Angered police officers meanwhile repeatedly threatened, intimidated and asked them to withdraw the complaint. The applicant's husband was told in no uncertain terms that he would be killed if he persisted in the complaint. At one point, on a routine visit to the police station, the husband, wife and ten year old son were mercilessly kicked and assaulted with obscene behavior being directed towards the daughter. Again, the complaints had no impact.
In desperation, they decided to file a fundamental rights case in the Supreme Court in 2007 which was still pending at the time that the individual communication was filed before the Committee. Thereafter the intensity of the threats increased and in late September 2008, the applicant's husband was shot at point blank range when they were sitting inside their lorry at Dalupotha Junction. He was declared dead on arrival at the hospital.

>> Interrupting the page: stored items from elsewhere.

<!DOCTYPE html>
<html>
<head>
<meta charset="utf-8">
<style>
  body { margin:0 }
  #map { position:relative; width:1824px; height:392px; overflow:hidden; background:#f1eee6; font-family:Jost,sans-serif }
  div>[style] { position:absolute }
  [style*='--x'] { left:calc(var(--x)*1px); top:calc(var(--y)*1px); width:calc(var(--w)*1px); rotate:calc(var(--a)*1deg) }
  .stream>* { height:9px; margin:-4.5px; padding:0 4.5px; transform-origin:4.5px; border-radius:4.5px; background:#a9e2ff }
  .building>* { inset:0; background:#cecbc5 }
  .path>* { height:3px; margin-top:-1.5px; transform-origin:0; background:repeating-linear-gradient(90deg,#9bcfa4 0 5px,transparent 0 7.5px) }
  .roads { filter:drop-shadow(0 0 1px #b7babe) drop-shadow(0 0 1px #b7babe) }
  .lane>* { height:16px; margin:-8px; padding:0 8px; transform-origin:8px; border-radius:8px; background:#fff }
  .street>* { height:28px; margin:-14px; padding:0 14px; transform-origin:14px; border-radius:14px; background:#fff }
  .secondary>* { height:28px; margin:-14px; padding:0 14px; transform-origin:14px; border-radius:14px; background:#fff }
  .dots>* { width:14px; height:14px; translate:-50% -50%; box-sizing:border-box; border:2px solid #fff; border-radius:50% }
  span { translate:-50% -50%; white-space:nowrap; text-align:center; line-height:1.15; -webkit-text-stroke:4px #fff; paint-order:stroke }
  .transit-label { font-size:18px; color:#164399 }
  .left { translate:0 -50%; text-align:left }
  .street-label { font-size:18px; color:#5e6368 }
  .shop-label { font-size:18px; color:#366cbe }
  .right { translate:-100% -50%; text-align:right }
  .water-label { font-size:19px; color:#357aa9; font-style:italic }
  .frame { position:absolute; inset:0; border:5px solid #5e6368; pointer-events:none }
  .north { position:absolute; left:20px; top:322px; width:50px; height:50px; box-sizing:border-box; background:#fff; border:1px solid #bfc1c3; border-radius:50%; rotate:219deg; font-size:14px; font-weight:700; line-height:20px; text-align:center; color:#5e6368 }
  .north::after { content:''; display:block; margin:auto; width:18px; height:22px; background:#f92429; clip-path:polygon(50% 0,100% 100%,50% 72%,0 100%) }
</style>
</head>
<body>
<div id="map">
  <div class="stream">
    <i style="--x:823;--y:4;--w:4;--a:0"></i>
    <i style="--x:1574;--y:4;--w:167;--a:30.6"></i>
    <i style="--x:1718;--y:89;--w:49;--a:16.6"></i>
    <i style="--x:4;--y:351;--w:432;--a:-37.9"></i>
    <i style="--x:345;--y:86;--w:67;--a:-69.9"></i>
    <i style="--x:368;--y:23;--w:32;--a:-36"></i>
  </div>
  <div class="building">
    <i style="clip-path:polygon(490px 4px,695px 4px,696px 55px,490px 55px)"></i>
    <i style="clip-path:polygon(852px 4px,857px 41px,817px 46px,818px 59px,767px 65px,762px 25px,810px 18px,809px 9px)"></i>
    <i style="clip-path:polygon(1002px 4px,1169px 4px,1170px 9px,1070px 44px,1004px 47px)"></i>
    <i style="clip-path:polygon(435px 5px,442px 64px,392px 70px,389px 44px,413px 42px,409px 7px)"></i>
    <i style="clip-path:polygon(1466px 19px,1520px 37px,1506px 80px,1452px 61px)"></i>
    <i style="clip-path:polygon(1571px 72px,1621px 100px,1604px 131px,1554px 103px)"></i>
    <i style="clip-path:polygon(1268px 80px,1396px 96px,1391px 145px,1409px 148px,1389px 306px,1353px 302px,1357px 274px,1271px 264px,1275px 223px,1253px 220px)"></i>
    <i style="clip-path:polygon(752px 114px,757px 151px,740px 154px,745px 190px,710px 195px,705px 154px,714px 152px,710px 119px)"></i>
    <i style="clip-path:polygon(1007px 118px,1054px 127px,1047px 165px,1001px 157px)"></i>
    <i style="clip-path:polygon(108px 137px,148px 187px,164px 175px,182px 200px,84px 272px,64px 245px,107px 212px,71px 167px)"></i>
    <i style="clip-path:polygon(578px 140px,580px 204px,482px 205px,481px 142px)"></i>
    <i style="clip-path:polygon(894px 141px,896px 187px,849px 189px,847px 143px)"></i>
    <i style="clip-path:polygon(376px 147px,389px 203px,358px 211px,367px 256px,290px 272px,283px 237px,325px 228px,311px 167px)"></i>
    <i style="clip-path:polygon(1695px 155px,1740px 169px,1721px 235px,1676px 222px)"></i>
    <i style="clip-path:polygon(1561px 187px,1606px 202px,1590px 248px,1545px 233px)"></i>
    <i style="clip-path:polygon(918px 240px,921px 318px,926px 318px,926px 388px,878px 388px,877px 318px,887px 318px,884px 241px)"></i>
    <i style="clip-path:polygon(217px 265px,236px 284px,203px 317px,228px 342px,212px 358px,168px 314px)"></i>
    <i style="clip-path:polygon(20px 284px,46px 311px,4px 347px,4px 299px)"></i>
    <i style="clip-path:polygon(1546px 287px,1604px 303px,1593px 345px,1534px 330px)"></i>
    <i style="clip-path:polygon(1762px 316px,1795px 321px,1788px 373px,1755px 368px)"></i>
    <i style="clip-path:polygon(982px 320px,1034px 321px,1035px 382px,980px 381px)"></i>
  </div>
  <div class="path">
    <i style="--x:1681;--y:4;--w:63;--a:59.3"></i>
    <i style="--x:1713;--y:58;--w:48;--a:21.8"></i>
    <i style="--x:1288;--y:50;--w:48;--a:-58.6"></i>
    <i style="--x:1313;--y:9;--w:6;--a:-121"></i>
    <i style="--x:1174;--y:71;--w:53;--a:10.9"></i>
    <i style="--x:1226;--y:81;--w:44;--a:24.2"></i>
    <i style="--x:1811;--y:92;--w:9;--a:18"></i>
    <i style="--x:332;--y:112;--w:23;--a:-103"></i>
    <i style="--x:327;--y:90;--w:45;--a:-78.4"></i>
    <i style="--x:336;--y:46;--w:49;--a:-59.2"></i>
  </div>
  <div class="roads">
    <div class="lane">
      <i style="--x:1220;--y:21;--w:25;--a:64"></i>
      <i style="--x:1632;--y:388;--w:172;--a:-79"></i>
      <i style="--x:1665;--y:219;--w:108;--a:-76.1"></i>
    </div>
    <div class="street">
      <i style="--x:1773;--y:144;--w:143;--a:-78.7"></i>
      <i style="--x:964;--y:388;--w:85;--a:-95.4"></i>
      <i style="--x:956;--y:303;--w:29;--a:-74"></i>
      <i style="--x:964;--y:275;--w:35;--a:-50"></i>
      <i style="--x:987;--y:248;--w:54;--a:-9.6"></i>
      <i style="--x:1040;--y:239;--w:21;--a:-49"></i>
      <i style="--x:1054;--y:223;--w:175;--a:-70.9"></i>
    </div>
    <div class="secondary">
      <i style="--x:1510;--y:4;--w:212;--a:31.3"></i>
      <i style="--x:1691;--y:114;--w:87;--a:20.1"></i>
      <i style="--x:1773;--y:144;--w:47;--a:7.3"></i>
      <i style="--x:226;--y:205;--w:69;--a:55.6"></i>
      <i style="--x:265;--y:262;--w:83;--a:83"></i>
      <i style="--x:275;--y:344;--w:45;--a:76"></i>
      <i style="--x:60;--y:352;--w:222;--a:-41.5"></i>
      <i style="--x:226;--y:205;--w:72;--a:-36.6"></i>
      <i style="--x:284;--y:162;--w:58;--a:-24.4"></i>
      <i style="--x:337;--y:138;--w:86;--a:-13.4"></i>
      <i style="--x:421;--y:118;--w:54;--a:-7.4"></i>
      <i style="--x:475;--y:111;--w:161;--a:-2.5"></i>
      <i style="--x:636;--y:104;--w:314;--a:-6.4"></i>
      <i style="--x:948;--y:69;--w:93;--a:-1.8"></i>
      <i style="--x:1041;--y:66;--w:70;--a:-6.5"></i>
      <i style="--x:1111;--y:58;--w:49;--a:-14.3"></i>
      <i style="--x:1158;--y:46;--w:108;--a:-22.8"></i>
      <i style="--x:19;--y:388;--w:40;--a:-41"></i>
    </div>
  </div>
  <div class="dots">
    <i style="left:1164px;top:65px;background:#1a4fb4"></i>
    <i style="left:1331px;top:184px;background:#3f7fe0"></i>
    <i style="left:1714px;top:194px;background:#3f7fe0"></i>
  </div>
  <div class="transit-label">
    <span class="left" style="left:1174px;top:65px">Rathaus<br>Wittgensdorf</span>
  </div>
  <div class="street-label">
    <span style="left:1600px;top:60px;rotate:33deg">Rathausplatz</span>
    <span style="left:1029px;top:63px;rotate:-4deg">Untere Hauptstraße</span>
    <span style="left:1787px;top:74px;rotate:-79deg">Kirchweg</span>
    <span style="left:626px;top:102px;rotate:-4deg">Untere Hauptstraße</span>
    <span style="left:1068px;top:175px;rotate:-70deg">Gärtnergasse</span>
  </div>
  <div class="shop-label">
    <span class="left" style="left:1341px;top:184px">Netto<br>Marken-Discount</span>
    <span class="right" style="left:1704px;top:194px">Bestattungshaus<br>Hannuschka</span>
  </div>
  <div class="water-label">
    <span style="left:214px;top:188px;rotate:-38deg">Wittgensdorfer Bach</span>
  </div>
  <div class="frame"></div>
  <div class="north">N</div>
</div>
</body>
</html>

State under a duty to investigate and prosecute
In concluding the complaint in favour of the applicant (October 26th 2011), the Committee observed that the State was under a strict duty to effectively investigate and prosecute in all cases of violations of life, regardless of who the alleged perpetrators are. Despite several pleas for witness protection, no action had been taken by state authorities. No effective investigation was done. It was opined that the facts before it 'reveal that the death of the author's husband must be held attributable to the State party itself'. In concluding that there had been multiple violations of Covenant rights, the State was asked to bring the perpetrators of the murder to justice or find itself in breach of the Covenant.
But inevitably this Communication, like all the others, would be ignored, no doubt. However, whether the call stems from international juristic bodies, our own judicial institutions, fact finding processes such as the Lessons Learnt and Reconciliation Commission (LLRC) or general public opinion, the message to the government is clear and consistent. It must abide by its constitutional and statutory duty to ensure that Sri Lanka's justice institutions effectively investigate and prosecute violations of the law. Until this duty is met, this outcry will certainly persist to our detriment.